Stored dataset items:

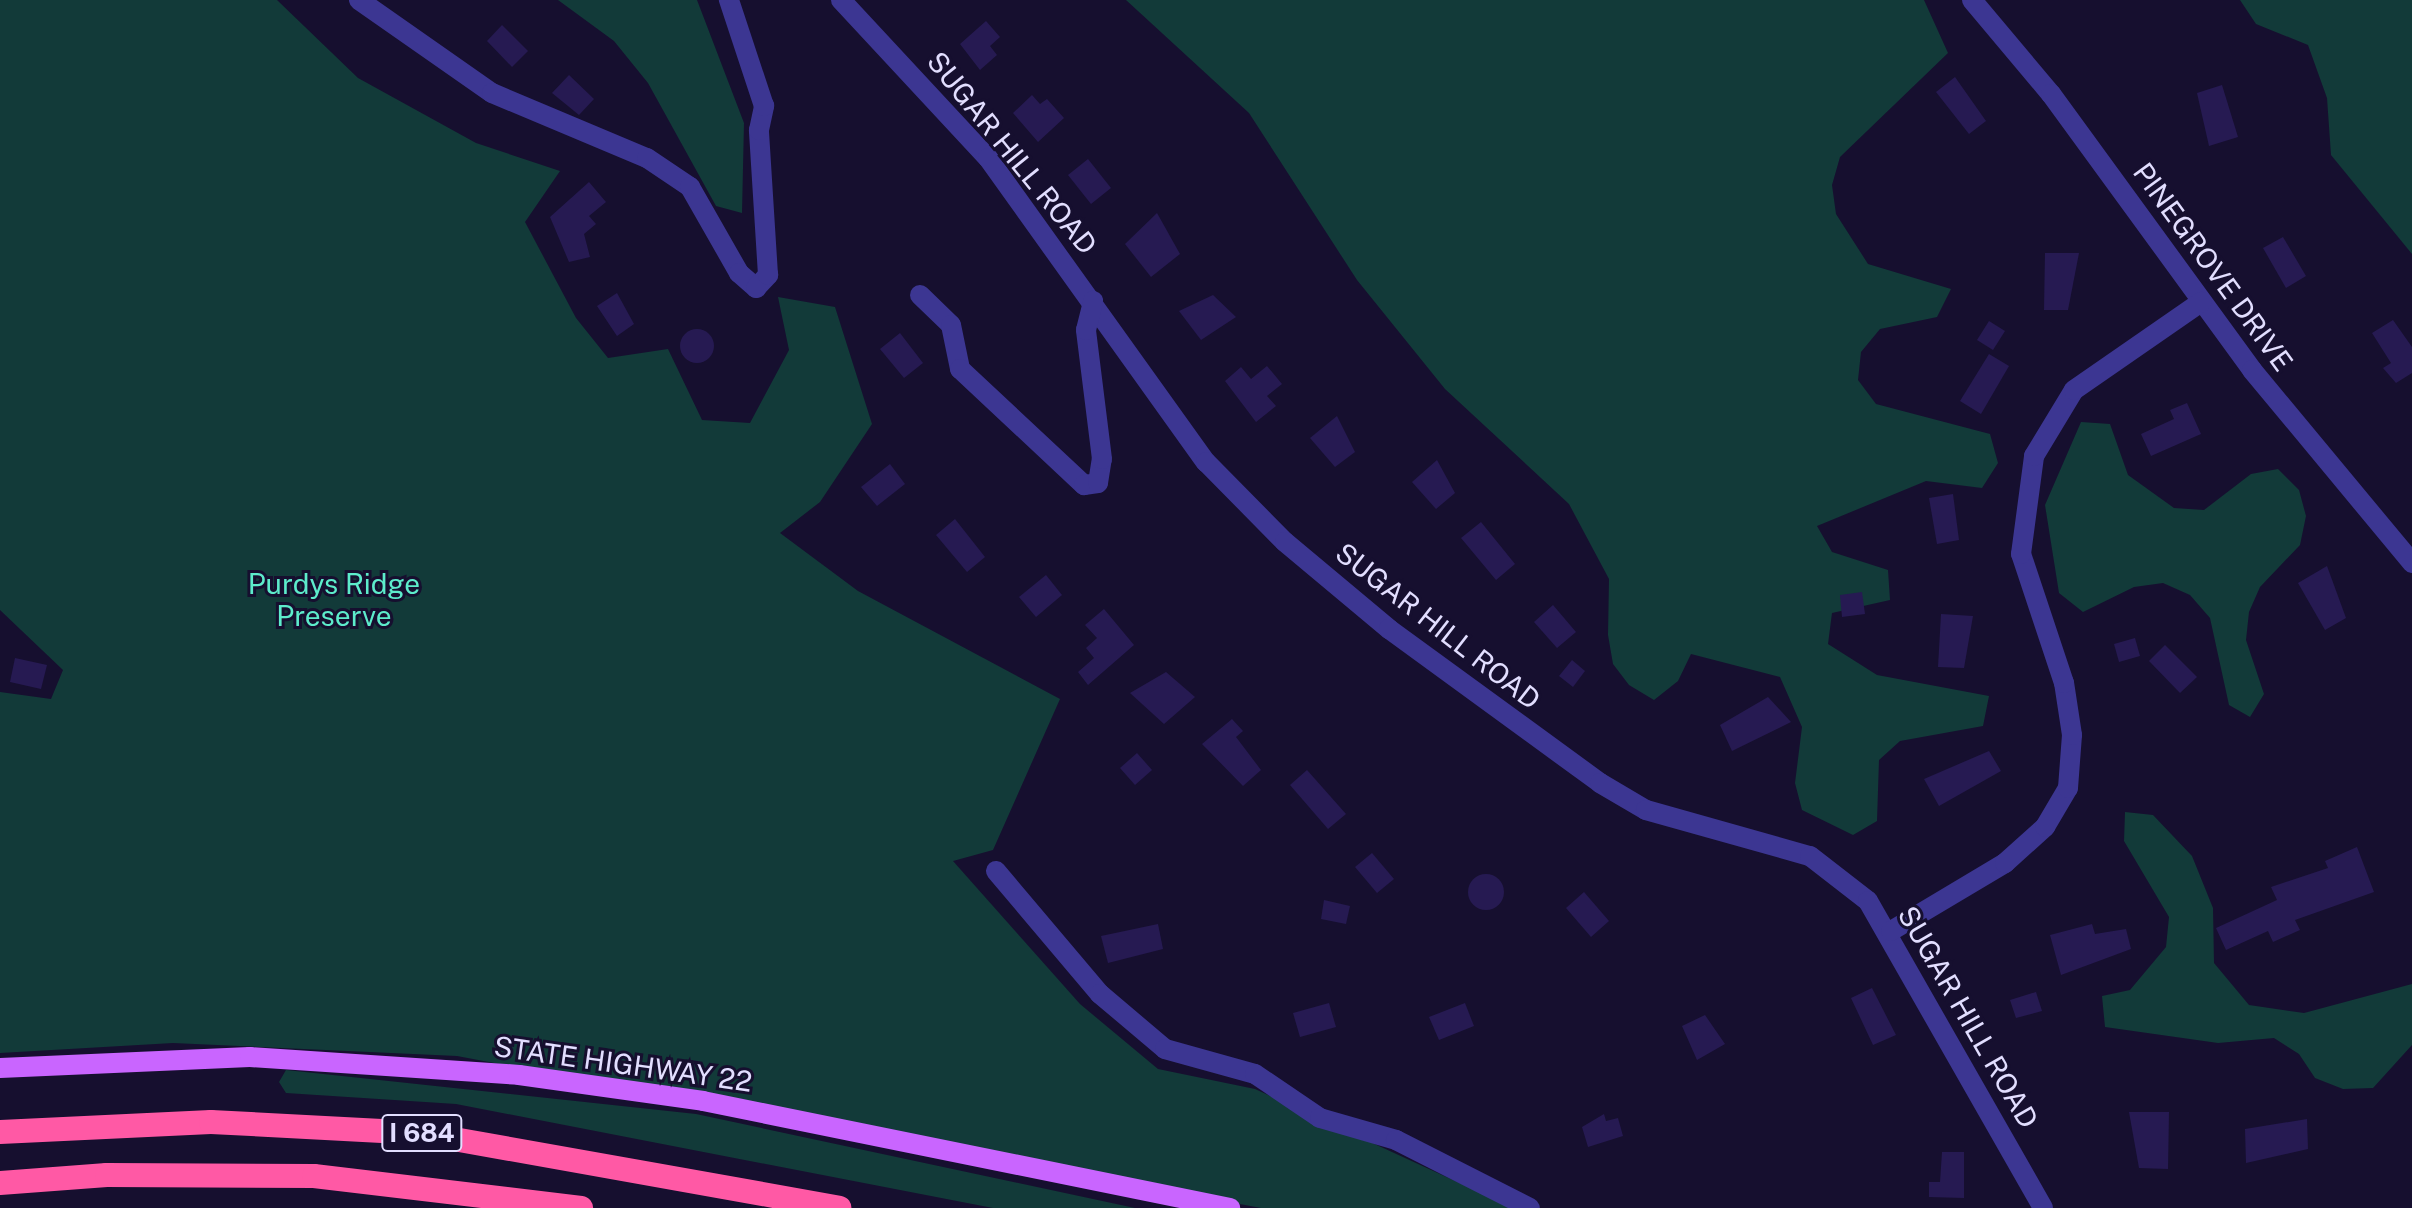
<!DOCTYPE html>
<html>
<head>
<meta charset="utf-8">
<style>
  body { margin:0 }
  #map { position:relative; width:2412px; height:1208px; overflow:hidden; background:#160f2f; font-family:"Public Sans",sans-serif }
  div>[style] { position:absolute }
  .green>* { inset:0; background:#123a39 }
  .building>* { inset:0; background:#261a52 }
  .round { border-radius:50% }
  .minor>* { height:20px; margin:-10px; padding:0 10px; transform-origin:10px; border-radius:10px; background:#3c3692 }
  .major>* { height:20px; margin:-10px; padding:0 10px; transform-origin:10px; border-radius:10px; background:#c965ff }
  .highway>* { height:24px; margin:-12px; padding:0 12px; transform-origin:12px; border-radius:12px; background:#ff59a5 }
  span { translate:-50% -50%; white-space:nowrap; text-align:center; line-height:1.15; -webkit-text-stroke:6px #160f2f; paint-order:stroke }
  .shield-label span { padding:2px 6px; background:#160f2f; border:2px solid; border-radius:6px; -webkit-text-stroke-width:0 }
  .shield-label { font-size:26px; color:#e2deff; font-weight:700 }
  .street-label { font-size:28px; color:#e2deff }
  .park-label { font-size:28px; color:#5deccb }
</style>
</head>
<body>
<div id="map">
  <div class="green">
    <div style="clip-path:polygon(0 0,277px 0,358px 78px,476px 143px,560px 171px,525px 222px,576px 318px,608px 358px,668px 349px,702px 420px,750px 423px,789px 350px,778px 297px,835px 307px,872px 424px,820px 502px,780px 533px,858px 591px,1060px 699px,993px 850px,953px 861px,1080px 1004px,1158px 1069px,1255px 1089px,1514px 1208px,1261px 1208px,457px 1056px,173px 1043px,0 1053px,0 692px,51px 699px,63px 670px,0 610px)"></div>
    <div style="clip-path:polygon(558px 0,697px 0,744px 123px,742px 213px,716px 206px,648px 83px,614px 41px)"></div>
    <div style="clip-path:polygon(1126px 0,1924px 0,1948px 53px,1840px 157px,1832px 185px,1836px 214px,1868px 264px,1951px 289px,1937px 317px,1880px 329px,1861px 352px,1858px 380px,1876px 404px,1990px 434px,1998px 463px,1982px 488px,1926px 481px,1817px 526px,1832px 552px,1888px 570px,1890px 600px,1832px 613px,1828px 644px,1877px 675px,1989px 696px,1983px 726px,1900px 741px,1879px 760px,1877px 821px,1853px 835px,1802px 810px,1795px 783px,1802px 727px,1780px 677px,1691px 654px,1678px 681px,1654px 700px,1629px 685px,1613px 664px,1608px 635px,1609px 579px,1569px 504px,1445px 389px,1357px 280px,1249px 113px)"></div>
    <div style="clip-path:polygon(2240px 0,2412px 0,2412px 254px,2331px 155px,2327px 98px,2308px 45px,2256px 24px)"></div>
    <div style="clip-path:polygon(2081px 422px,2110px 424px,2128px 475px,2174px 508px,2204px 510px,2251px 474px,2278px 469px,2299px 490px,2306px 516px,2300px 545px,2260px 587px,2249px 612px,2246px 640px,2264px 694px,2250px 717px,2229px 705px,2210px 618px,2190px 595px,2163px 583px,2134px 587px,2083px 612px,2059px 593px,2045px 505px)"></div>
    <div style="clip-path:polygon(2125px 812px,2153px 815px,2192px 856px,2213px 908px,2214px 963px,2249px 1005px,2304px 1013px,2412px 984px,2412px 1045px,2373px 1088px,2343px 1089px,2315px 1078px,2299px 1054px,2274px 1038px,2218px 1043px,2105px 1027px,2102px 996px,2130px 990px,2166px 947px,2169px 917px,2124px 841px)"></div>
    <div style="clip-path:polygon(286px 1070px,696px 1114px,1135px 1208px,993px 1208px,456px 1104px,286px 1093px,279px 1082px)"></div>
  </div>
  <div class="building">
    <div style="clip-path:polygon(986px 21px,1000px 37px,990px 46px,997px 55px,980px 70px,960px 44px)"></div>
    <div style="clip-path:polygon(502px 25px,528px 51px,512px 67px,487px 41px)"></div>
    <div style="clip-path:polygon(569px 75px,594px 99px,579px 115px,552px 93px)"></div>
    <div style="clip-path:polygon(1955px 77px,1986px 121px,1969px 134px,1936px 92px)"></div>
    <div style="clip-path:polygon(2222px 85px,2238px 137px,2209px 146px,2197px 93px)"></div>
    <div style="clip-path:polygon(1032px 95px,1040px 104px,1047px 99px,1064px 118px,1038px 142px,1013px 113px)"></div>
    <div style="clip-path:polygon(1088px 159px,1111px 188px,1091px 204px,1068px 175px)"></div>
    <div style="clip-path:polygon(589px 182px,606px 202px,589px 216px,596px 224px,584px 234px,590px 257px,569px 262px,550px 217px)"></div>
    <div style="clip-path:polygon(1157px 213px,1180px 254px,1151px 277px,1125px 244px)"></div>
    <div style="clip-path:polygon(2283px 237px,2306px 276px,2286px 288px,2263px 248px)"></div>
    <div style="clip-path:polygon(2045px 253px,2079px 253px,2068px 310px,2044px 310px)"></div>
    <div style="clip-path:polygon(617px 293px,634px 324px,617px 336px,597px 306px)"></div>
    <div style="clip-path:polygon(1213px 295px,1236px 317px,1201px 340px,1179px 311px)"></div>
    <div style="clip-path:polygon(2393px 320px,2412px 347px,2412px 373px,2396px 383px,2383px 368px,2391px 363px,2372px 333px)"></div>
    <div style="clip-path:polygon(1989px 321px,2005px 331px,1993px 350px,1977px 340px)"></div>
    <div class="round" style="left:680px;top:329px;width:34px;height:34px"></div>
    <div style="clip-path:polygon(900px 333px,923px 363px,904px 378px,880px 349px)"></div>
    <div style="clip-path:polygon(1989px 354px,2009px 366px,1981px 414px,1960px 401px)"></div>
    <div style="clip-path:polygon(1267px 366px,1282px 384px,1267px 396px,1276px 406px,1256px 422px,1225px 381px,1241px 367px,1251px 379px)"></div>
    <div style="clip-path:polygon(2187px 403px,2201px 434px,2151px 456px,2141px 434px,2174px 419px,2170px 410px)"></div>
    <div style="clip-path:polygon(1337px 416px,1355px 452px,1335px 467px,1310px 438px)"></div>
    <div style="clip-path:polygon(1437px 460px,1455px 493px,1436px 509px,1412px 482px)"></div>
    <div style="clip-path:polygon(890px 464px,905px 484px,877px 506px,861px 487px)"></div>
    <div style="clip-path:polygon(1953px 494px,1959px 540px,1937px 544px,1929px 498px)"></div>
    <div style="clip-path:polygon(955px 519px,985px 557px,967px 572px,936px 535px)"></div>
    <div style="clip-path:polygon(1481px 522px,1515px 564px,1496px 580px,1461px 538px)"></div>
    <div style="clip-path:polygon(2327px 566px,2346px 618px,2325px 630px,2298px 583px)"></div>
    <div style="clip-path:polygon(1046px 575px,1062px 595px,1036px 617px,1019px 597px)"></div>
    <div style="clip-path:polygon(1862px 592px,1865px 614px,1842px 617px,1840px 595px)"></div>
    <div style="clip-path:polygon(1553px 605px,1576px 632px,1557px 648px,1534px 622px)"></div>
    <div style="clip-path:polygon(1104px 609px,1134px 645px,1088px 685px,1078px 672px,1094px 658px,1086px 648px,1097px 638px,1085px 625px)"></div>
    <div style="clip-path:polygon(1941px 614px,1973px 616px,1964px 668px,1938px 667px)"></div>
    <div style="clip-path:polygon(2135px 638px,2140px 656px,2119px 662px,2114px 644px)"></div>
    <div style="clip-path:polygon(2165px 645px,2197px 677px,2180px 693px,2149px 661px)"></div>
    <div style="clip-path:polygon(15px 658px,47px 665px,41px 689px,10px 682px)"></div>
    <div style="clip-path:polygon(1572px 660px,1585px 671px,1573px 687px,1559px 676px)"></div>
    <div style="clip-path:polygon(1166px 672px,1195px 697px,1164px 724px,1130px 693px)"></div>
    <div style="clip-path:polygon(1768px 697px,1791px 722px,1732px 751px,1720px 725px)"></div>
    <div style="clip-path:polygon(1232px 719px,1243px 731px,1236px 737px,1261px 770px,1243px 786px,1202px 744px)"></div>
    <div style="clip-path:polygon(1989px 751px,2001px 771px,1939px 806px,1924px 779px)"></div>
    <div style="clip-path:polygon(1137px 753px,1152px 770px,1135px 785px,1120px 768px)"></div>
    <div style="clip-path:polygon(1307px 770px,1346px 814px,1328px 829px,1290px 785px)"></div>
    <div style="clip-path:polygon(2357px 847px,2374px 892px,2295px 920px,2300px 930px,2273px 942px,2268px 931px,2226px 950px,2216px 928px,2277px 900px,2271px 887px,2328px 868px,2325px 861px)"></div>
    <div style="clip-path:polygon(1372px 853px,1394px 879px,1377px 893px,1355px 867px)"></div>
    <div class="round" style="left:1468px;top:874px;width:36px;height:36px"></div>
    <div style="clip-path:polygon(1584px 892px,1609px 921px,1591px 937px,1566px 908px)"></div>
    <div style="clip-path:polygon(1324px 900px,1350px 906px,1346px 924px,1321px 919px)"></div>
    <div style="clip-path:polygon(1158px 924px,1163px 949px,1108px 963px,1101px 936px)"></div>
    <div style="clip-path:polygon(2092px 924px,2095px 934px,2126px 929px,2131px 949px,2061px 975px,2050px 935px)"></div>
    <div style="clip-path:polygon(1872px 988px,1896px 1035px,1873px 1045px,1851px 998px)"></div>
    <div style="clip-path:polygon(2036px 992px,2042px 1011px,2016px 1018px,2010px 1000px)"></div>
    <div style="clip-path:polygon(1329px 1003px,1336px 1027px,1300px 1037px,1293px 1013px)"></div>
    <div style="clip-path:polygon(1465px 1003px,1474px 1026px,1439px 1040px,1429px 1017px)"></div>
    <div style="clip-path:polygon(1705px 1015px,1725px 1044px,1697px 1060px,1682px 1026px)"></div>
    <div style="clip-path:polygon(2129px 1112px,2169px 1112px,2168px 1169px,2139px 1168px)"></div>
    <div style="clip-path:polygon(1604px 1114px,1606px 1121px,1618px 1118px,1623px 1136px,1588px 1147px,1582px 1127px)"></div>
    <div style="clip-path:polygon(2307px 1119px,2308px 1149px,2246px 1163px,2245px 1129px)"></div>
    <div style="clip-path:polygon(1942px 1152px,1964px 1152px,1964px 1198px,1929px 1197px,1929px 1182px,1940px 1182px)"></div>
  </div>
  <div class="minor">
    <div style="left:359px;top:0;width:162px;rotate:35deg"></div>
    <div style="left:492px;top:93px;width:168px;rotate:22.8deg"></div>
    <div style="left:647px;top:158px;width:52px;rotate:34deg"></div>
    <div style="left:690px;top:187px;width:99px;rotate:60.3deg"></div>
    <div style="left:739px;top:273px;width:23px;rotate:41deg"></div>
    <div style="left:756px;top:288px;width:18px;rotate:-47deg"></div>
    <div style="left:768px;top:275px;width:145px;rotate:-93.6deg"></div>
    <div style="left:759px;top:130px;width:25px;rotate:-78deg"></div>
    <div style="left:764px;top:106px;width:112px;rotate:-108.3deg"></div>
    <div style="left:841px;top:0;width:216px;rotate:47.1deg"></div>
    <div style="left:988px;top:158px;width:374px;rotate:54.4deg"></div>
    <div style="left:1206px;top:462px;width:112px;rotate:45.4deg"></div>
    <div style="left:1285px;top:542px;width:136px;rotate:39.9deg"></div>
    <div style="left:1389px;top:629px;width:261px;rotate:36.1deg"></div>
    <div style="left:1600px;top:783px;width:53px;rotate:30.4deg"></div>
    <div style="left:1646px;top:810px;width:170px;rotate:15.7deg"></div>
    <div style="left:1810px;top:856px;width:73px;rotate:37.8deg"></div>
    <div style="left:1868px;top:901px;width:353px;rotate:60.3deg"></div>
    <div style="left:1972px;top:0;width:123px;rotate:50deg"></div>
    <div style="left:2051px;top:94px;width:341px;rotate:53.9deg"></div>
    <div style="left:2252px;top:370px;width:251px;rotate:50.3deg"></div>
    <div style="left:920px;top:295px;width:43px;rotate:44.1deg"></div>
    <div style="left:951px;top:325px;width:45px;rotate:78.4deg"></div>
    <div style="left:960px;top:369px;width:170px;rotate:43.1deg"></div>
    <div style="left:1084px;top:485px;width:14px;rotate:-8deg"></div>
    <div style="left:1098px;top:483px;width:24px;rotate:-81deg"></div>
    <div style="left:1102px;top:459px;width:130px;rotate:-97.1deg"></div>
    <div style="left:1086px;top:330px;width:30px;rotate:-76deg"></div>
    <div style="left:996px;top:871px;width:161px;rotate:49.8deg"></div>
    <div style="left:1100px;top:994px;width:85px;rotate:40.2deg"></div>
    <div style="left:1165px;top:1049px;width:93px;rotate:15.5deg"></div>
    <div style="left:1255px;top:1074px;width:78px;rotate:34.1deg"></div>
    <div style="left:1320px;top:1118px;width:79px;rotate:16.1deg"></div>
    <div style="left:1396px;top:1140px;width:150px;rotate:26.9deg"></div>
    <div style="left:1891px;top:931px;width:133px;rotate:-30.8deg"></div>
    <div style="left:2005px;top:863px;width:54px;rotate:-42deg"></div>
    <div style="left:2045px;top:827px;width:45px;rotate:-59.5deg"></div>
    <div style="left:2068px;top:788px;width:53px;rotate:-85.7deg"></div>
    <div style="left:2072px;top:735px;width:53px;rotate:-98.7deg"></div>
    <div style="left:2064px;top:683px;width:136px;rotate:-108.4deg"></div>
    <div style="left:2021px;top:554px;width:99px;rotate:-82.4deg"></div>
    <div style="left:2034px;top:456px;width:77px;rotate:-58.8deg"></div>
    <div style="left:2074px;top:390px;width:155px;rotate:-34.7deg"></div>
  </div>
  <div class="major">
    <div style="left:0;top:1068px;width:250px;rotate:-2.5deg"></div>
    <div style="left:250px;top:1057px;width:270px;rotate:3.8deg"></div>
    <div style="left:519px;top:1075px;width:186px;rotate:8deg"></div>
    <div style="left:703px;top:1101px;width:538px;rotate:11.48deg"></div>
  </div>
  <div class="highway">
    <div style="left:0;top:1132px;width:211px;rotate:-2.7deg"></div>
    <div style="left:211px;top:1122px;width:209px;rotate:3deg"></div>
    <div style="left:420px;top:1133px;width:426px;rotate:10.1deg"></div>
    <div style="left:0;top:1183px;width:107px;rotate:-4.3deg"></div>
    <div style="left:107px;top:1175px;width:207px;rotate:0.3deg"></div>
    <div style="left:314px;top:1176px;width:269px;rotate:6.8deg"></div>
  </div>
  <div class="shield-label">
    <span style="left:422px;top:1133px">I 684</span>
  </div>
  <div class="street-label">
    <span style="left:1012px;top:153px;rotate:51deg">SUGAR HILL ROAD</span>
    <span style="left:2213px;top:267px;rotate:54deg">PINEGROVE DRIVE</span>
    <span style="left:1438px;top:626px;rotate:38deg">SUGAR HILL ROAD</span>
    <span style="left:1968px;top:1017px;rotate:60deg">SUGAR HILL ROAD</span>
    <span style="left:623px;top:1064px;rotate:8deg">STATE HIGHWAY 22</span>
  </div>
  <div class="park-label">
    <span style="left:334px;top:600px">Purdys Ridge<br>Preserve</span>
  </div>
</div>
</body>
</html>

## [ACTIVITY]
Repeat exactly the lines from the first line of the records above through the line containing "font-size:26px; color:#e2deff; font-weight:700", leaving out the pictures.

## [WRITTEN REPLY]
<!DOCTYPE html>
<html>
<head>
<meta charset="utf-8">
<style>
  body { margin:0 }
  #map { position:relative; width:2412px; height:1208px; overflow:hidden; background:#160f2f; font-family:"Public Sans",sans-serif }
  div>[style] { position:absolute }
  .green>* { inset:0; background:#123a39 }
  .building>* { inset:0; background:#261a52 }
  .round { border-radius:50% }
  .minor>* { height:20px; margin:-10px; padding:0 10px; transform-origin:10px; border-radius:10px; background:#3c3692 }
  .major>* { height:20px; margin:-10px; padding:0 10px; transform-origin:10px; border-radius:10px; background:#c965ff }
  .highway>* { height:24px; margin:-12px; padding:0 12px; transform-origin:12px; border-radius:12px; background:#ff59a5 }
  span { translate:-50% -50%; white-space:nowrap; text-align:center; line-height:1.15; -webkit-text-stroke:6px #160f2f; paint-order:stroke }
  .shield-label span { padding:2px 6px; background:#160f2f; border:2px solid; border-radius:6px; -webkit-text-stroke-width:0 }
  .shield-label { font-size:26px; color:#e2deff; font-weight:700 }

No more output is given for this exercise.